● **Exercise objective**: All lines from the opening of the material up to and including the line with "Input: one rendered" should be transcribed exactly, pictures excepted.

--- Recorded data Enclosed Below ---

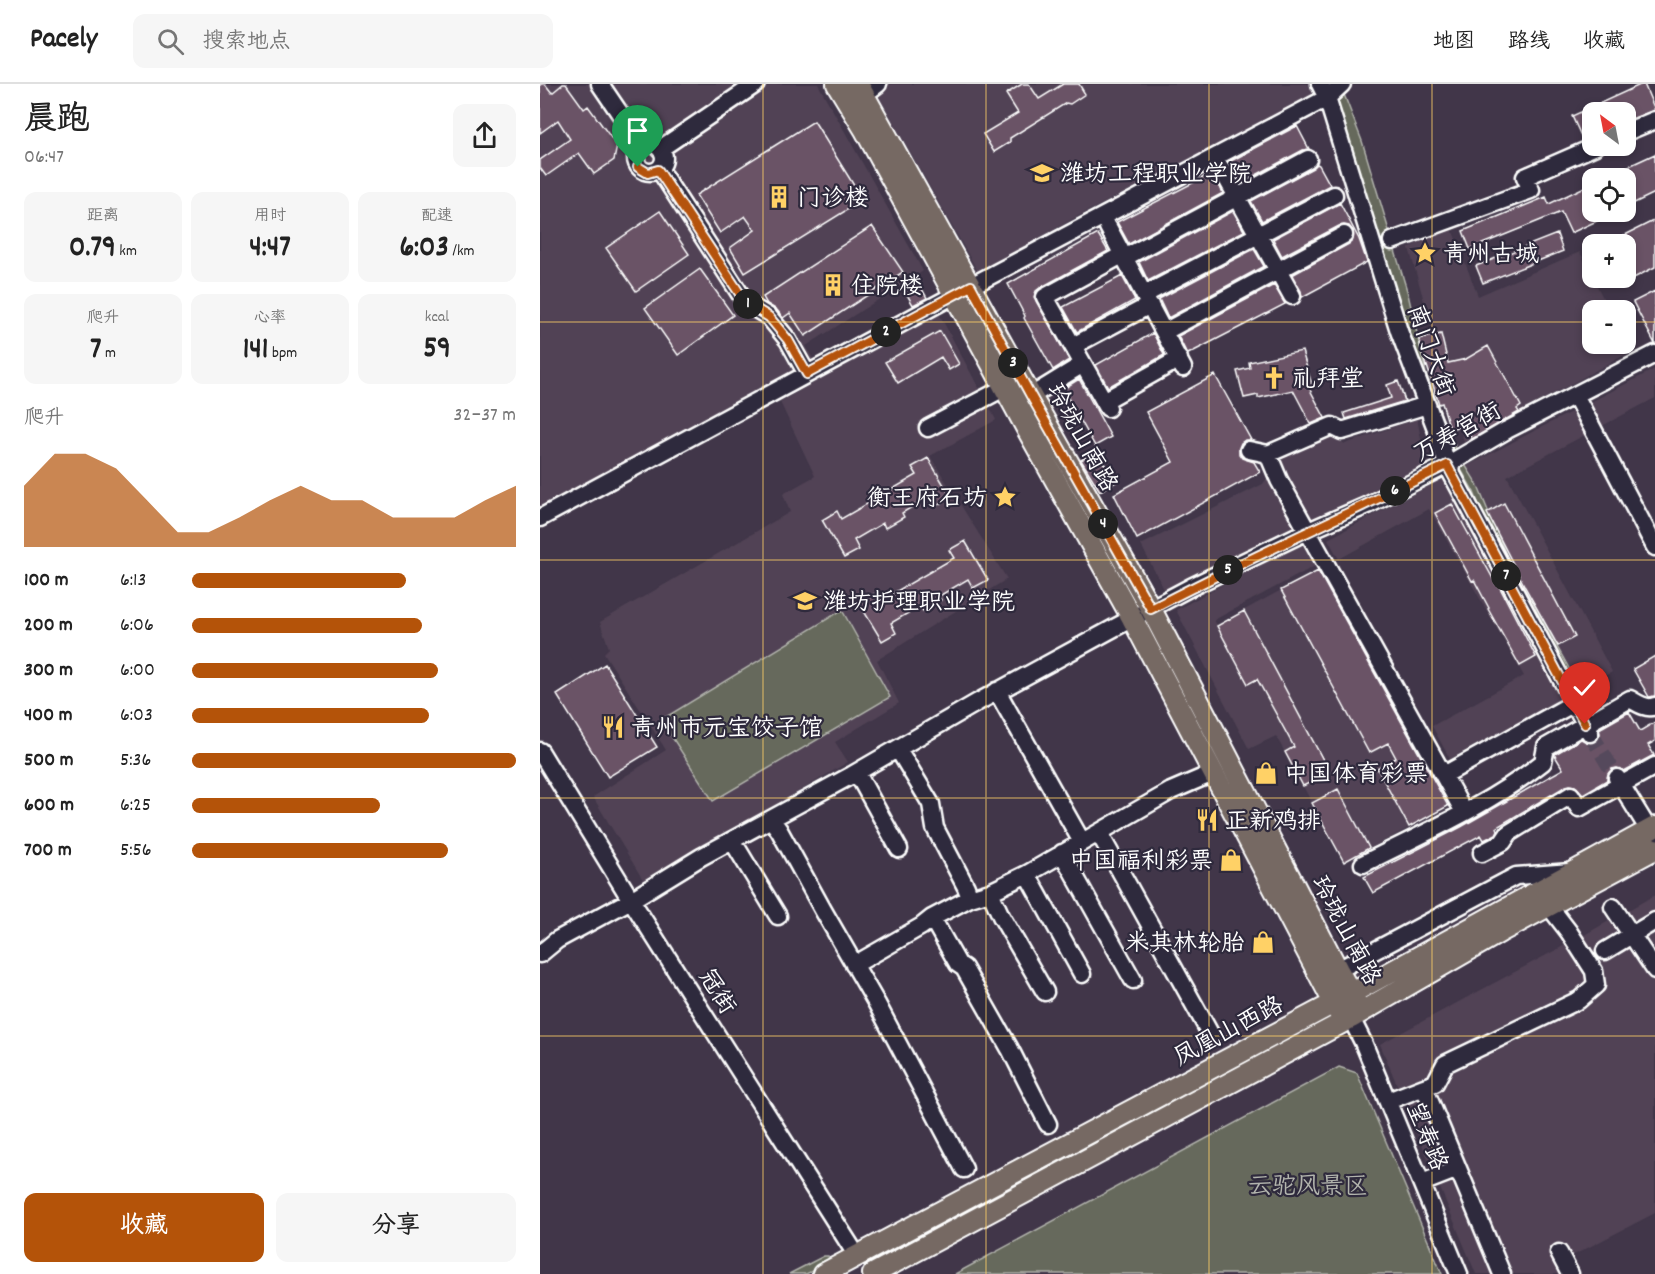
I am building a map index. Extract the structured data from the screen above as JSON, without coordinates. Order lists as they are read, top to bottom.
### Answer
{
  "streets": {
    "main road": ["玲珑山南路", "凤凰山西路"],
    "street": [
      "南门大街",
      "万寿宫街",
      "冠街",
      "望寿路"
    ]
  },
  "crossings": [
    ["南门大街", "万寿宫街"],
    ["万寿宫街", "玲珑山南路"],
    ["万寿宫街", "冠街"],
    ["玲珑山南路", "凤凰山西路"],
    ["玲珑山南路", "望寿路"],
    ["冠街", "凤凰山西路"],
    ["凤凰山西路", "望寿路"]
  ],
  "parks": ["云驼风景区"],
  "places": {
    "school or university": ["潍坊工程职业学院", "潍坊护理职业学院"],
    "building": ["门诊楼", "住院楼"],
    "place": ["青州古城", "衡王府石坊"],
    "church": ["礼拜堂"],
    "restaurant": ["青州市元宝饺子馆", "正新鸡排"],
    "shop": ["中国体育彩票", "中国福利彩票", "米其林轮胎"]
  },
  "north": "top left",
  "page": {
    "header": "Pacely",
    "search": "搜索地点",
    "nav": ["地图", "路线", "收藏"],
    "heading": ["晨跑", "06:47"],
    "map_buttons": ["+", "−"],
    "stats": [
      ["距离", "0.79 km"],
      ["用时", "4:47"],
      ["配速", "6:03 /km"],
      ["爬升", "7 m"],
      ["心率", "141 bpm"],
      ["kcal", "59"]
    ],
    "pins": [
      "1",
      "2",
      "3",
      "6",
      "4",
      "5",
      "7"
    ],
    "chart": ["爬升", "32–37 m"],
    "list": [
      {
        "name": "100 m",
        "note": "6:13"
      },
      {
        "name": "200 m",
        "note": "6:06"
      },
      {
        "name": "300 m",
        "note": "6:00"
      },
      {
        "name": "400 m",
        "note": "6:03"
      },
      {
        "name": "500 m",
        "note": "5:36"
      },
      {
        "name": "600 m",
        "note": "6:25"
      },
      {
        "name": "700 m",
        "note": "5:56"
      }
    ],
    "buttons": ["收藏", "分享"]
  }
}
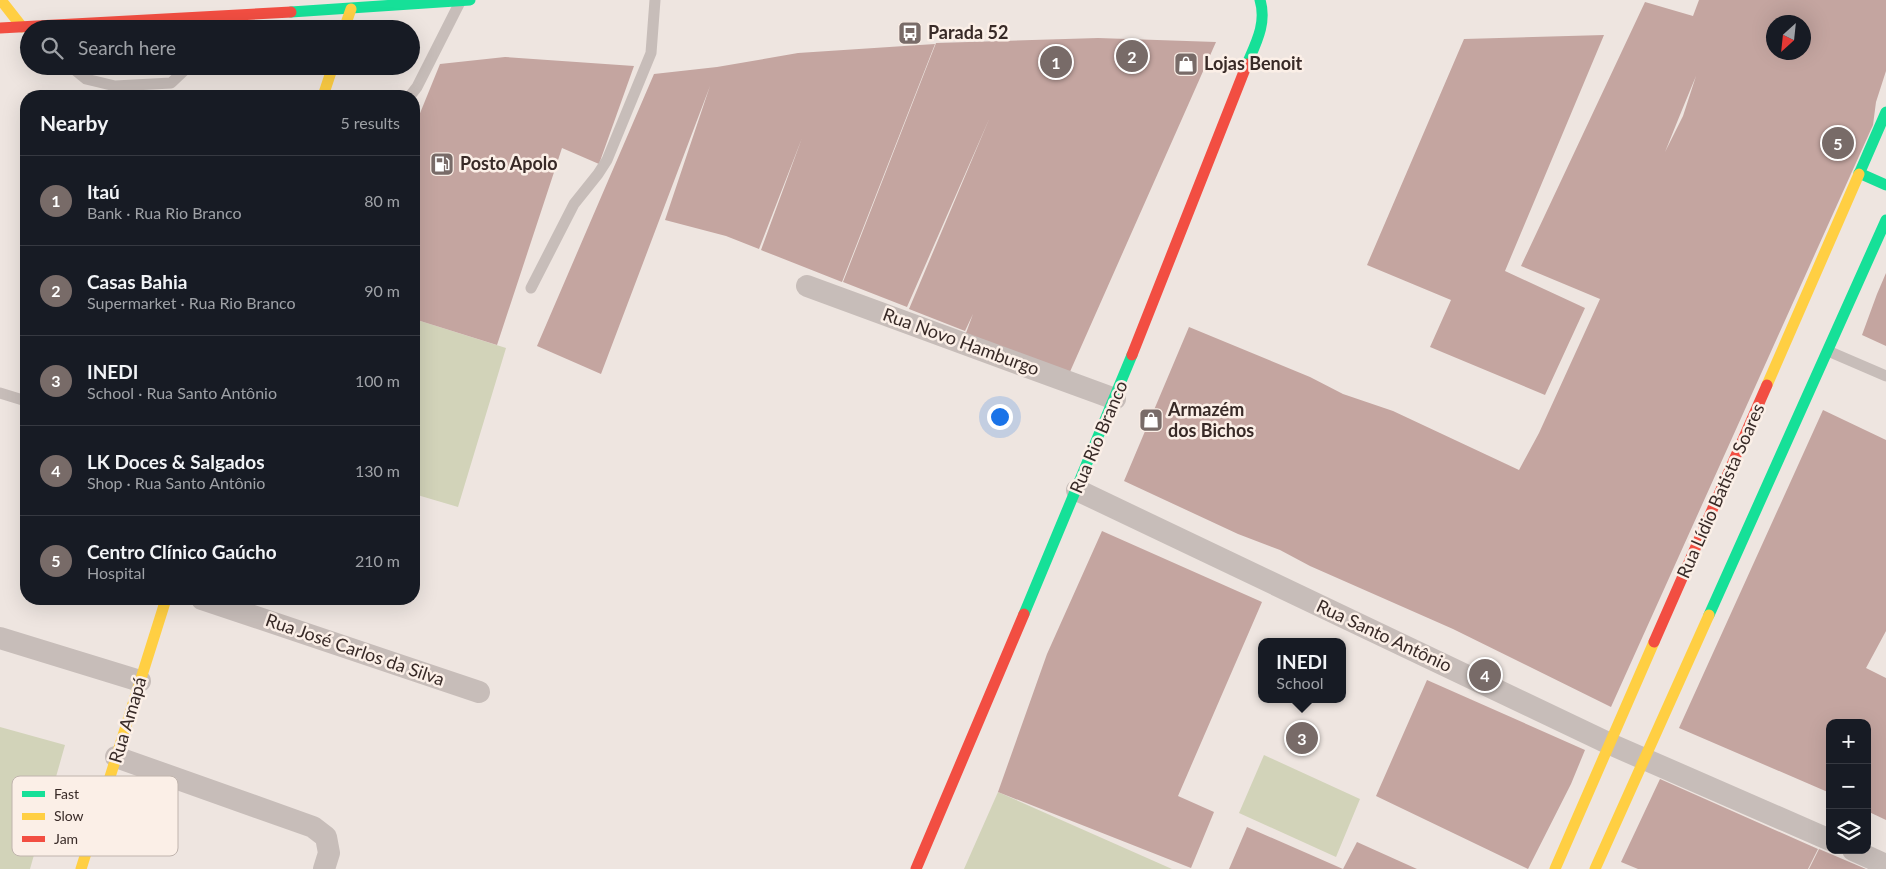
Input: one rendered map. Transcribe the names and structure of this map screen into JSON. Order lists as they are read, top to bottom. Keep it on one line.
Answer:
{"streets":{"main road":["Rua Rio Branco","Rua Lídio Batista Soares","Rua Amapá"],"street":["Rua Novo Hamburgo","Rua Santo Antônio","Rua José Carlos da Silva"]},"crossings":[["Rua Novo Hamburgo","Rua Rio Branco"],["Rua Rio Branco","Rua Santo Antônio"],["Rua Lídio Batista Soares","Rua Santo Antônio"]],"places":{"bus stop":["Parada 52"],"shop":["Lojas Benoit","Armazém dos Bichos"],"fuel station":["Posto Apolo"]},"legend":["Fast","Slow","Jam"],"north":"bottom left","page":{"search":"Search here","pins":["2","1","5","4","3"],"heading":["Nearby","5 results"],"list":[{"mark":"1","name":"Itaú","note":"Bank · Rua Rio Branco","value":"80 m"},{"mark":"2","name":"Casas Bahia","note":"Supermarket · Rua Rio Branco","value":"90 m"},{"mark":"3","name":"INEDI","note":"School · Rua Santo Antônio","value":"100 m"},{"mark":"4","name":"LK Doces & Salgados","note":"Shop · Rua Santo Antônio","value":"130 m"},{"mark":"5","name":"Centro Clínico Gaúcho","note":"Hospital","value":"210 m"}],"popup":["INEDI","School"],"map_buttons":["+","−"]}}
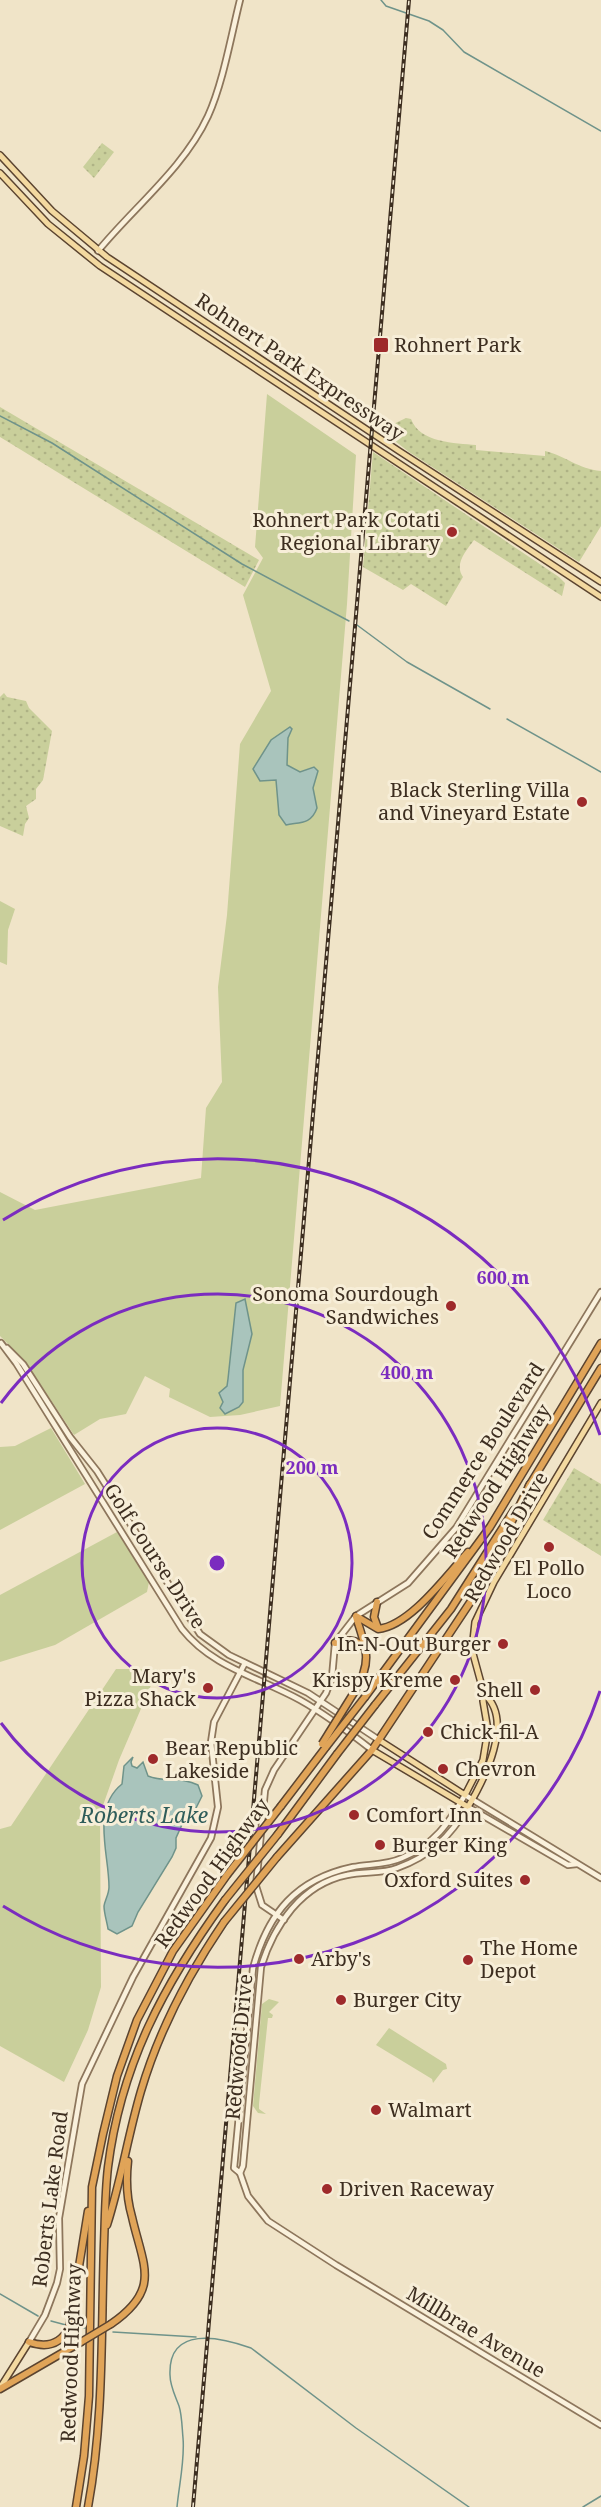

--- End of Enclosed Recorded data ---

● **Result below**:
I am building a map index. Extract the structured data from the screen above as JSON, without coordinates. Order lists as they are read, top to bottom.
### Answer
{
  "streets": {
    "main road": ["玲珑山南路", "凤凰山西路"],
    "street": [
      "南门大街",
      "万寿宫街",
      "冠街",
      "望寿路"
    ]
  },
  "crossings": [
    ["南门大街", "万寿宫街"],
    ["万寿宫街", "玲珑山南路"],
    ["万寿宫街", "冠街"],
    ["玲珑山南路", "凤凰山西路"],
    ["玲珑山南路", "望寿路"],
    ["冠街", "凤凰山西路"],
    ["凤凰山西路", "望寿路"]
  ],
  "parks": ["云驼风景区"],
  "places": {
    "school or university": ["潍坊工程职业学院", "潍坊护理职业学院"],
    "building": ["门诊楼", "住院楼"],
    "place": ["青州古城", "衡王府石坊"],
    "church": ["礼拜堂"],
    "restaurant": ["青州市元宝饺子馆", "正新鸡排"],
    "shop": ["中国体育彩票", "中国福利彩票", "米其林轮胎"]
  },
  "north": "top left",
  "page": {
    "header": "Pacely",
    "search": "搜索地点",
    "nav": ["地图", "路线", "收藏"],
    "heading": ["晨跑", "06:47"],
    "map_buttons": ["+", "−"],
    "stats": [
      ["距离", "0.79 km"],
      ["用时", "4:47"],
      ["配速", "6:03 /km"],
      ["爬升", "7 m"],
      ["心率", "141 bpm"],
      ["kcal", "59"]
    ],
    "pins": [
      "1",
      "2",
      "3",
      "6",
      "4",
      "5",
      "7"
    ],
    "chart": ["爬升", "32–37 m"],
    "list": [
      {
        "name": "100 m",
        "note": "6:13"
      },
      {
        "name": "200 m",
        "note": "6:06"
      },
      {
        "name": "300 m",
        "note": "6:00"
      },
      {
        "name": "400 m",
        "note": "6:03"
      },
      {
        "name": "500 m",
        "note": "5:36"
      },
      {
        "name": "600 m",
        "note": "6:25"
      },
      {
        "name": "700 m",
        "note": "5:56"
      }
    ],
    "buttons": ["收藏", "分享"]
  }
}
Input: one rendered map. Transcribe the names and structure of this map screen into JSON. Order lists as they are read, top to bottom. Keep it on one line.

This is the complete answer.